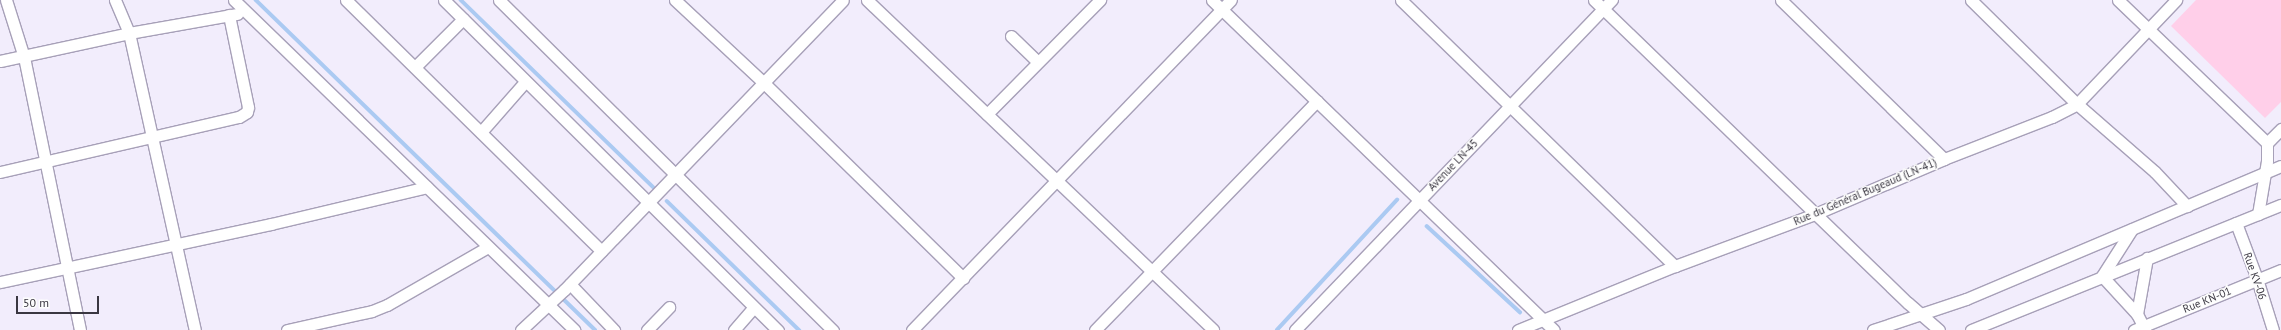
<!DOCTYPE html>
<meta charset="utf-8">
<style>
body{margin:0}
#map{position:relative;width:2281px;height:330px;overflow:hidden;background:#f2edfc;font-family:"PT Sans",sans-serif}
div>[style]{position:absolute}
[style*='--x']{left:calc(var(--x)*1px);top:calc(var(--y)*1px);width:calc(var(--w)*1px);rotate:calc(var(--a)*1deg)}
.green>*{inset:0;background:#ffcfe9}
.stream>*{height:3.5px;margin:-1.75px;padding:0 1.75px;transform-origin:1.75px;border-radius:1.75px;background:#abcaf2}
.roads{filter:drop-shadow(1px 0 #a7a0b8) drop-shadow(-1px 0 #a7a0b8) drop-shadow(0 1px #a7a0b8) drop-shadow(0 -1px #a7a0b8)}
.minor>*{height:11px;margin:-5.5px;padding:0 5.5px;transform-origin:5.5px;border-radius:5.5px;background:#fff}
span{translate:-50% -50%;white-space:nowrap;text-align:center;line-height:1.15;-webkit-text-stroke:3px #fdfdfd;paint-order:stroke}
.street-label{font-size:11px;color:#3a3741}
.scale{position:absolute;left:16px;top:296px;width:83px;height:18px;box-sizing:border-box;border:2px solid #3a3741;border-top:0;padding-left:5px;font-size:12px;line-height:14px;white-space:nowrap;color:#3a3741;-webkit-text-stroke:3px #fdfdfd;paint-order:stroke}
</style>
<div id="map">
<div class="green">
<i style="clip-path:polygon(2196px 0,2281px 0,2281px 102px,2265px 118px,2171px 26px)"></i>
</div>
<div class="stream">
<i style="--x:256;--y:0;--w:473;--a:44.2"></i>
<i style="--x:461;--y:0;--w:268;--a:44.2"></i>
<i style="--x:667;--y:201;--w:185;--a:44.3"></i>
<i style="--x:1427;--y:226;--w:127;--a:42.8"></i>
<i style="--x:1277;--y:330;--w:177;--a:-47.3"></i>
</div>
<div class="roads">
<div class="minor">
<i style="--x:6;--y:0;--w:60;--a:72.5"></i>
<i style="--x:24;--y:57;--w:279;--a:78.4"></i>
<i style="--x:115;--y:0;--w:36;--a:67"></i>
<i style="--x:129;--y:33;--w:304;--a:77.5"></i>
<i style="--x:234;--y:0;--w:474;--a:44.1"></i>
<i style="--x:346;--y:0;--w:358;--a:44.5"></i>
<i style="--x:444;--y:0;--w:470;--a:44.7"></i>
<i style="--x:499;--y:0;--w:470;--a:44.7"></i>
<i style="--x:675;--y:0;--w:122;--a:43"></i>
<i style="--x:764;--y:83;--w:279;--a:44.4"></i>
<i style="--x:867;--y:0;--w:478;--a:43.6"></i>
<i style="--x:1212;--y:0;--w:475;--a:44"></i>
<i style="--x:1401;--y:0;--w:382;--a:44.2"></i>
<i style="--x:1594;--y:0;--w:436;--a:44"></i>
<i style="--x:1908;--y:303;--w:41;--a:41.1"></i>
<i style="--x:1781;--y:0;--w:228;--a:44.3"></i>
<i style="--x:1971;--y:0;--w:148;--a:44.5"></i>
<i style="--x:2077;--y:104;--w:103;--a:41.1"></i>
<i style="--x:2155;--y:172;--w:47;--a:46.7"></i>
<i style="--x:2118;--y:0;--w:207;--a:43.8"></i>
<i style="--x:2267;--y:143;--w:18;--a:90"></i>
<i style="--x:2267;--y:161;--w:54;--a:99.6"></i>
<i style="--x:1011;--y:36;--w:37;--a:44"></i>
<i style="--x:0;--y:61;--w:132;--a:-12.2"></i>
<i style="--x:129;--y:33;--w:110;--a:-10"></i>
<i style="--x:415;--y:67;--w:68;--a:-45"></i>
<i style="--x:987;--y:114;--w:161;--a:-45.3"></i>
<i style="--x:481;--y:132;--w:67;--a:-48.7"></i>
<i style="--x:2267;--y:143;--w:20;--a:-45"></i>
<i style="--x:0;--y:172;--w:245;--a:-13"></i>
<i style="--x:239;--y:117;--w:9;--a:-32"></i>
<i style="--x:247;--y:112;--w:5;--a:-79"></i>
<i style="--x:248;--y:107;--w:94;--a:-101.7"></i>
<i style="--x:2236;--y:223;--w:60;--a:69.4"></i>
<i style="--x:2257;--y:279;--w:53;--a:72.6"></i>
<i style="--x:2132;--y:229;--w:56;--a:122.6"></i>
<i style="--x:2102;--y:276;--w:52;--a:47.4"></i>
<i style="--x:2137;--y:314;--w:18;--a:63"></i>
<i style="--x:0;--y:282;--w:277;--a:-12.1"></i>
<i style="--x:271;--y:224;--w:160;--a:-13.3"></i>
<i style="--x:570;--y:284;--w:64;--a:46.3"></i>
<i style="--x:2137;--y:314;--w:57;--a:-79.9"></i>
<i style="--x:287;--y:330;--w:87;--a:-12.6"></i>
<i style="--x:372;--y:311;--w:16;--a:-22"></i>
<i style="--x:387;--y:305;--w:116;--a:-29.9"></i>
<i style="--x:521;--y:330;--w:59;--a:-42.9"></i>
<i style="--x:564;--y:290;--w:402;--a:-46.1"></i>
<i style="--x:647;--y:330;--w:32;--a:-46"></i>
<i style="--x:734;--y:330;--w:30;--a:-49"></i>
<i style="--x:912;--y:330;--w:459;--a:-46"></i>
<i style="--x:1095;--y:330;--w:319;--a:-45.9"></i>
<i style="--x:1295;--y:330;--w:458;--a:-46.2"></i>
<i style="--x:1518;--y:330;--w:170;--a:-22.2"></i>
<i style="--x:1675;--y:266;--w:149;--a:-20.4"></i>
<i style="--x:1815;--y:214;--w:140;--a:-23.1"></i>
<i style="--x:1944;--y:159;--w:116;--a:-21.3"></i>
<i style="--x:2052;--y:117;--w:28;--a:-27"></i>
<i style="--x:2077;--y:104;--w:144;--a:-46.4"></i>
<i style="--x:1873;--y:330;--w:98;--a:-18.4"></i>
<i style="--x:1966;--y:299;--w:342;--a:-22.9"></i>
<i style="--x:1971;--y:330;--w:334;--a:-22"></i>
<i style="--x:2134;--y:330;--w:159;--a:-22.2"></i>
</div>
</div>
<div class="street-label">
<span style="left:1453px;top:165px;rotate:-46deg">Avenue LN-45</span>
<span style="left:1865px;top:192px;rotate:-23deg">Rue du Général Bugeaud (LN-41)</span>
<span style="left:2255px;top:276px;rotate:71deg">Rue KV-06</span>
<span style="left:2207px;top:300px;rotate:-22deg">Rue KN-01</span>
</div>
<div class="scale">50 m</div>
</div>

____

Establish how many lines of the records contain the string "street" and state that number without elaboration.

- Answer space:
2